*** Block opens ***

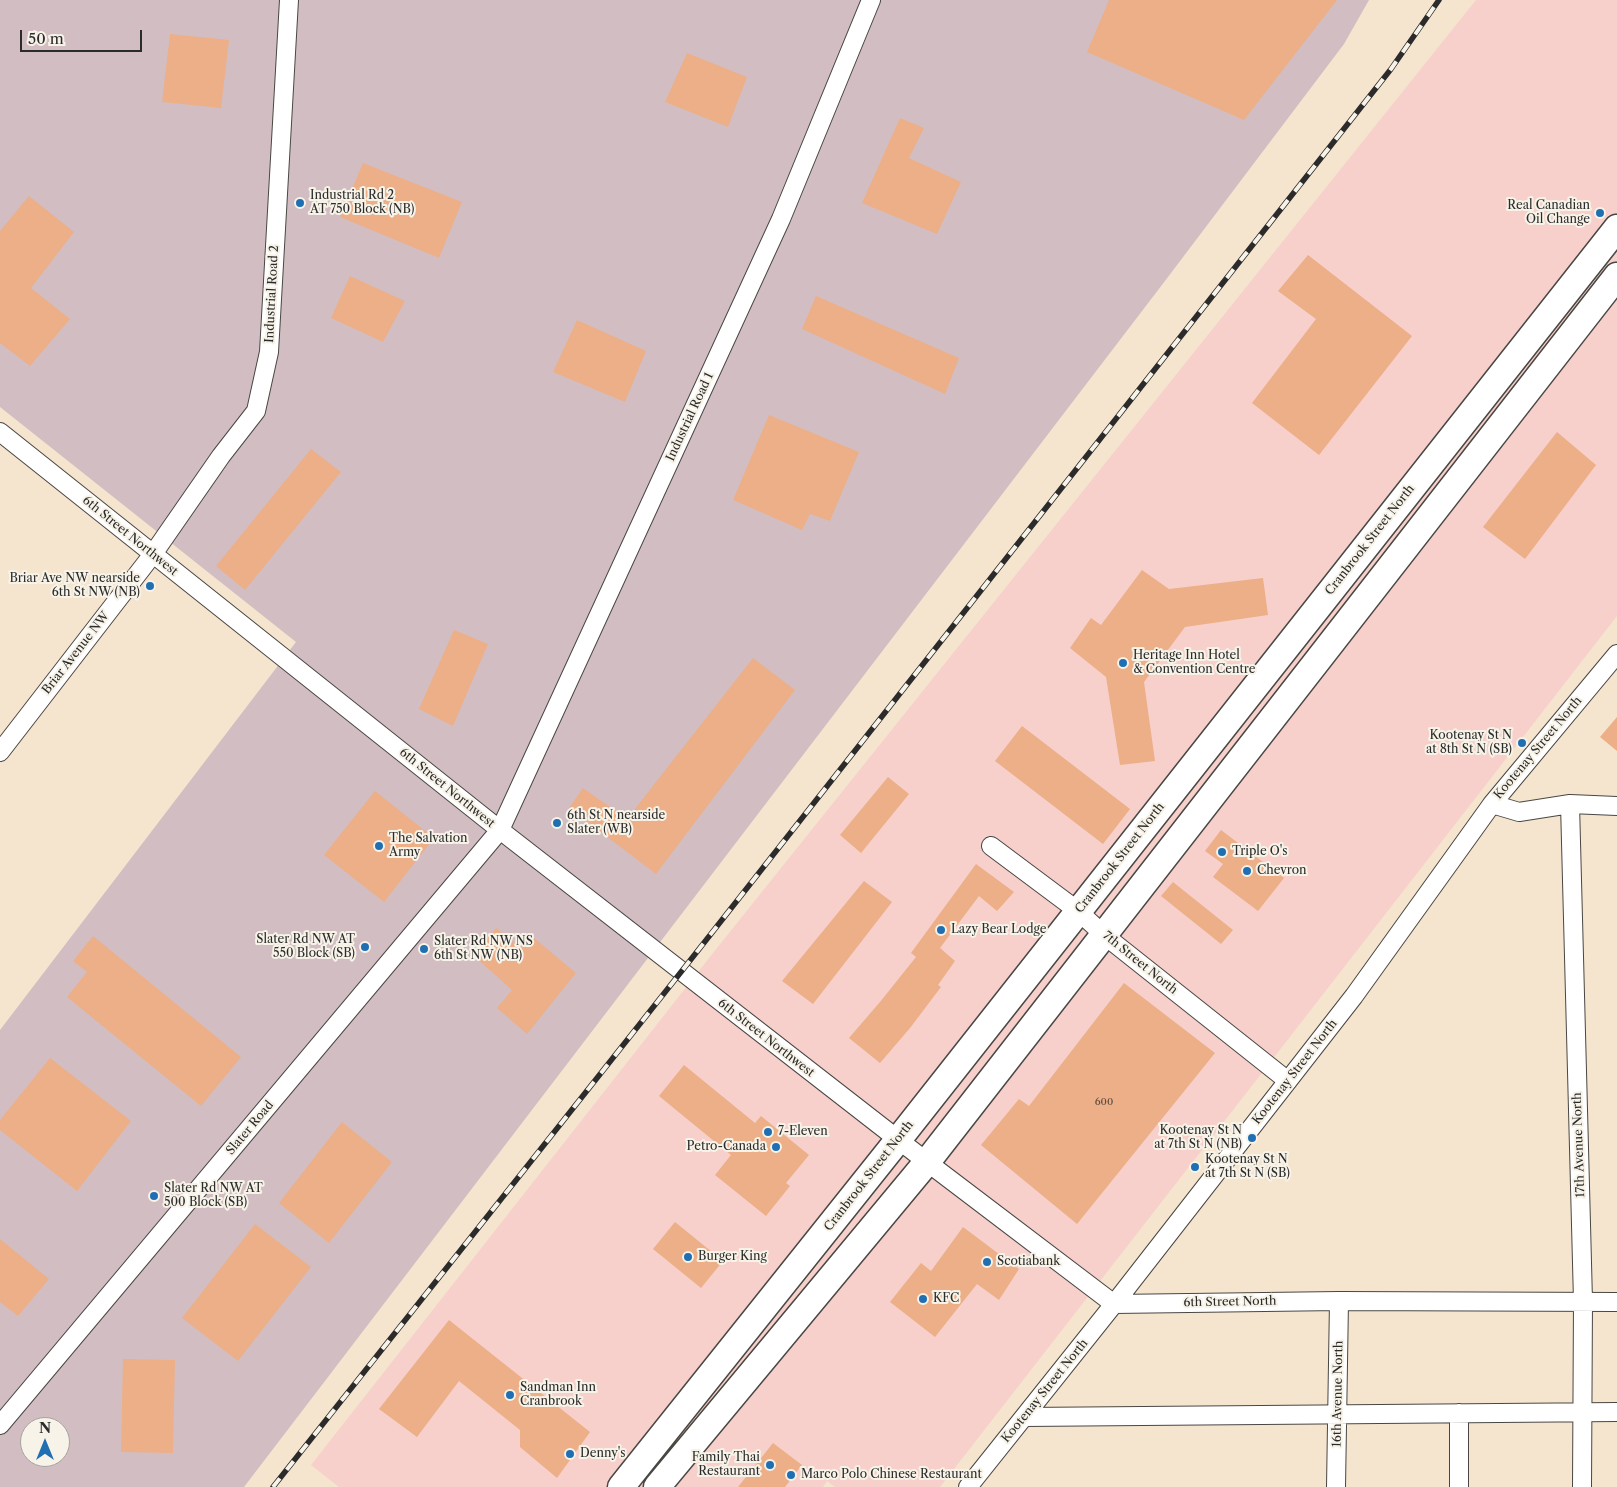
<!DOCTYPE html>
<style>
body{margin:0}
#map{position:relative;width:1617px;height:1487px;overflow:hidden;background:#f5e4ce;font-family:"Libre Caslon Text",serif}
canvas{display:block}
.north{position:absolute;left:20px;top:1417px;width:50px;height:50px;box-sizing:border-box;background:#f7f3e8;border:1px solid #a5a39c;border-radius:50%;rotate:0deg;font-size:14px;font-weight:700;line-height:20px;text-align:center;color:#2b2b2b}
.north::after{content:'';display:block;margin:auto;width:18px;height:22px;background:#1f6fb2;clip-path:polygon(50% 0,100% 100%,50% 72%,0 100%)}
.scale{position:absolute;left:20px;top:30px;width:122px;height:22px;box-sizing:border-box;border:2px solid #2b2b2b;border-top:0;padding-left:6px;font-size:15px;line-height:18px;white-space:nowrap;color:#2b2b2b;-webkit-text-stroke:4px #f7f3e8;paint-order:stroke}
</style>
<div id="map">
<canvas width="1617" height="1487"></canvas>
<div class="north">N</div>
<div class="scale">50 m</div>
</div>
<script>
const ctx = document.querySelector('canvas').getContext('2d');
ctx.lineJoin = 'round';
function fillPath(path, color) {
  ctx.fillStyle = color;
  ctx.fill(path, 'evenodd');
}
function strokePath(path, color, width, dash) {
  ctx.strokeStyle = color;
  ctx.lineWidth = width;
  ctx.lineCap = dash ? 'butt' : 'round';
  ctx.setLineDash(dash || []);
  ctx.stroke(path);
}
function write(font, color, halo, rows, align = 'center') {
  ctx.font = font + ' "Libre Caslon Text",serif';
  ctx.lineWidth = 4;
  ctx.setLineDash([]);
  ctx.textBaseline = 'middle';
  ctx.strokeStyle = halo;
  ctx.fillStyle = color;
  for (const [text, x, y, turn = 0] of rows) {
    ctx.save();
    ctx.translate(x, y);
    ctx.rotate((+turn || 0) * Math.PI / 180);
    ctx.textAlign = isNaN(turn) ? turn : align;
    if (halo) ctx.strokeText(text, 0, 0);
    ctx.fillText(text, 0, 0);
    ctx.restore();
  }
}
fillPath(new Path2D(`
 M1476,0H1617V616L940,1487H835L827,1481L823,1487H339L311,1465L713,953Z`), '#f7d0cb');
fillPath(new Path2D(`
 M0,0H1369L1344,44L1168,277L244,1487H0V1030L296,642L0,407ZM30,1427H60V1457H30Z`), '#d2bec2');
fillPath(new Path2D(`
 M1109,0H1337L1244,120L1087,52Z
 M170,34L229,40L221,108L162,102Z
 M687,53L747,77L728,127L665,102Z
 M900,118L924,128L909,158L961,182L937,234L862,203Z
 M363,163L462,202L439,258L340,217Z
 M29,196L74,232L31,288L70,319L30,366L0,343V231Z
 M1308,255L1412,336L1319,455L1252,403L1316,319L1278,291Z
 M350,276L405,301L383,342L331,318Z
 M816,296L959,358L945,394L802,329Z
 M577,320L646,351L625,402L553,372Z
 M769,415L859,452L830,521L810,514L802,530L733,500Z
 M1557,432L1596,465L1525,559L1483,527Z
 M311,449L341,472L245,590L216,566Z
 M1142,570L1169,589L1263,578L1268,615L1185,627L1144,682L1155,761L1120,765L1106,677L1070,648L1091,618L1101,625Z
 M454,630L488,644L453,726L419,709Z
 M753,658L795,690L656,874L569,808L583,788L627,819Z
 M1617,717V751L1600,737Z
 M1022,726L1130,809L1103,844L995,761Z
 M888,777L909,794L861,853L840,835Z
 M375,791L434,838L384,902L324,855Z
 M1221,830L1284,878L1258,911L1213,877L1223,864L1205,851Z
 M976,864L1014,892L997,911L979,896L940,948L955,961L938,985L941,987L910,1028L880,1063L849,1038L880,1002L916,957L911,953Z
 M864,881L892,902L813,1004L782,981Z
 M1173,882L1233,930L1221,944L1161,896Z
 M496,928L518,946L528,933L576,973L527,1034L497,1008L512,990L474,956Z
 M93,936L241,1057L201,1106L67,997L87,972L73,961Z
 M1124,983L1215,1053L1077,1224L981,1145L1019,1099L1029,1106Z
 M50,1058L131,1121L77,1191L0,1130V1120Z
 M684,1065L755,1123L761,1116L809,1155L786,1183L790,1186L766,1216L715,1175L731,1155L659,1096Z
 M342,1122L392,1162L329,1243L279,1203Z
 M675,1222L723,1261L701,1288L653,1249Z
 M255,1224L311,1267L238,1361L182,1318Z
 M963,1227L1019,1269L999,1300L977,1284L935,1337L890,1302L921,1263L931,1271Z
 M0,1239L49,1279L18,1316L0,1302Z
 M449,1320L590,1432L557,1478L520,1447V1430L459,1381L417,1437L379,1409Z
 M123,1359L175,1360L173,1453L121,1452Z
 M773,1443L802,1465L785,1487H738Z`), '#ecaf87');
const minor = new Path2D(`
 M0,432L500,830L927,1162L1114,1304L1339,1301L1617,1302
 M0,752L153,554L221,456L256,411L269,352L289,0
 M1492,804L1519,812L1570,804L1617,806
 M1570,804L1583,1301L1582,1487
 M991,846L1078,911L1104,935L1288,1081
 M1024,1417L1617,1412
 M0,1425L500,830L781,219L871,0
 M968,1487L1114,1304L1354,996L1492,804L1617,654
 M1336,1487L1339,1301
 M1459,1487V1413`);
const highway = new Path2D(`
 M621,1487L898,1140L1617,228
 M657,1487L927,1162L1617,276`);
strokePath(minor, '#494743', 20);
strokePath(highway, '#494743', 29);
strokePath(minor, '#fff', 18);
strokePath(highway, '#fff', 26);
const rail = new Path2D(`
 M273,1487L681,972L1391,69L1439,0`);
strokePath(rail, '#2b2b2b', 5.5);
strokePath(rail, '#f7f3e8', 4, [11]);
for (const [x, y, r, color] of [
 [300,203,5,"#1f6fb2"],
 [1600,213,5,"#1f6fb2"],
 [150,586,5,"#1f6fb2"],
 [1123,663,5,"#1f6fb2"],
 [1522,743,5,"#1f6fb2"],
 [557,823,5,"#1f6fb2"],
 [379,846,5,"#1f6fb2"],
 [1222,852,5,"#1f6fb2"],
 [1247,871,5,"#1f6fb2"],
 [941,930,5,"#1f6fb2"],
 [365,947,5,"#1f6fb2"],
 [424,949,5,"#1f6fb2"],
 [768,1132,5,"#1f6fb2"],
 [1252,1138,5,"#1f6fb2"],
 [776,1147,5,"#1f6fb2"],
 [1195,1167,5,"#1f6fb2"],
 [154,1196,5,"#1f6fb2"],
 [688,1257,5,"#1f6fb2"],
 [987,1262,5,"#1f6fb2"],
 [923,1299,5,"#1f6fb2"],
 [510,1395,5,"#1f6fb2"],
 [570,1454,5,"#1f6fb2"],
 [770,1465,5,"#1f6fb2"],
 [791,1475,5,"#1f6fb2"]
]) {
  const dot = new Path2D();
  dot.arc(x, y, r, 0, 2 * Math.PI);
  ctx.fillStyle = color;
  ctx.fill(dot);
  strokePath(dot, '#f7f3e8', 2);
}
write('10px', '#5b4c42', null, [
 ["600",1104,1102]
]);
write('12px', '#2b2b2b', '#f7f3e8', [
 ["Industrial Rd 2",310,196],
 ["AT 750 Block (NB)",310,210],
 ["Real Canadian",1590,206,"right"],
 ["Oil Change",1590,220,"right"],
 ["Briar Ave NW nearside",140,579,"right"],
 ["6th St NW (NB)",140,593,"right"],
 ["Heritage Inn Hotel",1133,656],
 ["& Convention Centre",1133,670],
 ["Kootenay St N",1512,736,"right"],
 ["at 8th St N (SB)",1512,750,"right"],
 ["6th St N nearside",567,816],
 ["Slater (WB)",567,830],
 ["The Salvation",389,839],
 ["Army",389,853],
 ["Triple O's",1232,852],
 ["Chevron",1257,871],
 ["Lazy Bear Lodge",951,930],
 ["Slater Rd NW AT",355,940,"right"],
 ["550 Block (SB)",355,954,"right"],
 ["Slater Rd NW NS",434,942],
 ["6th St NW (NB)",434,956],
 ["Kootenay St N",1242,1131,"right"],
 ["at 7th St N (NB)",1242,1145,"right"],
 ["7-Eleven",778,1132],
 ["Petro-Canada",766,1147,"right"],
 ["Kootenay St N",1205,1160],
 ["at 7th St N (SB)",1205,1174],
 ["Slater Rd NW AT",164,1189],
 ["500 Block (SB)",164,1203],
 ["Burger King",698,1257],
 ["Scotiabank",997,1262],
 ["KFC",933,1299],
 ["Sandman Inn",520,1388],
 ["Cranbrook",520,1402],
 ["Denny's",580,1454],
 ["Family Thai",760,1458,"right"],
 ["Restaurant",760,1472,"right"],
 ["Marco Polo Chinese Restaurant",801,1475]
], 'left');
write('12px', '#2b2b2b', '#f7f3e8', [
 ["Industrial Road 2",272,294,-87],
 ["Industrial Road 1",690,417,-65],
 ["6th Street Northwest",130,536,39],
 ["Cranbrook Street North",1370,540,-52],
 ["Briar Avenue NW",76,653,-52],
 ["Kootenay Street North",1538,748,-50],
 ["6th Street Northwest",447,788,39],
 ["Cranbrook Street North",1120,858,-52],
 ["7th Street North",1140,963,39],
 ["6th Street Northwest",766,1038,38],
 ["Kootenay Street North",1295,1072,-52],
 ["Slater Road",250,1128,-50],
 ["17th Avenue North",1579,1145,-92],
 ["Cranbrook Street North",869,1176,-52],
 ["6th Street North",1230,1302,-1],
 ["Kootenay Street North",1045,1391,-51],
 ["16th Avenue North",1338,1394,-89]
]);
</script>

*** Block closes ***

**Task description**. The expected answer is a copy of each line above containing "halo".

**Reply to the task**.
function write(font, color, halo, rows, align = 'center') {
  ctx.strokeStyle = halo;
    if (halo) ctx.strokeText(text, 0, 0);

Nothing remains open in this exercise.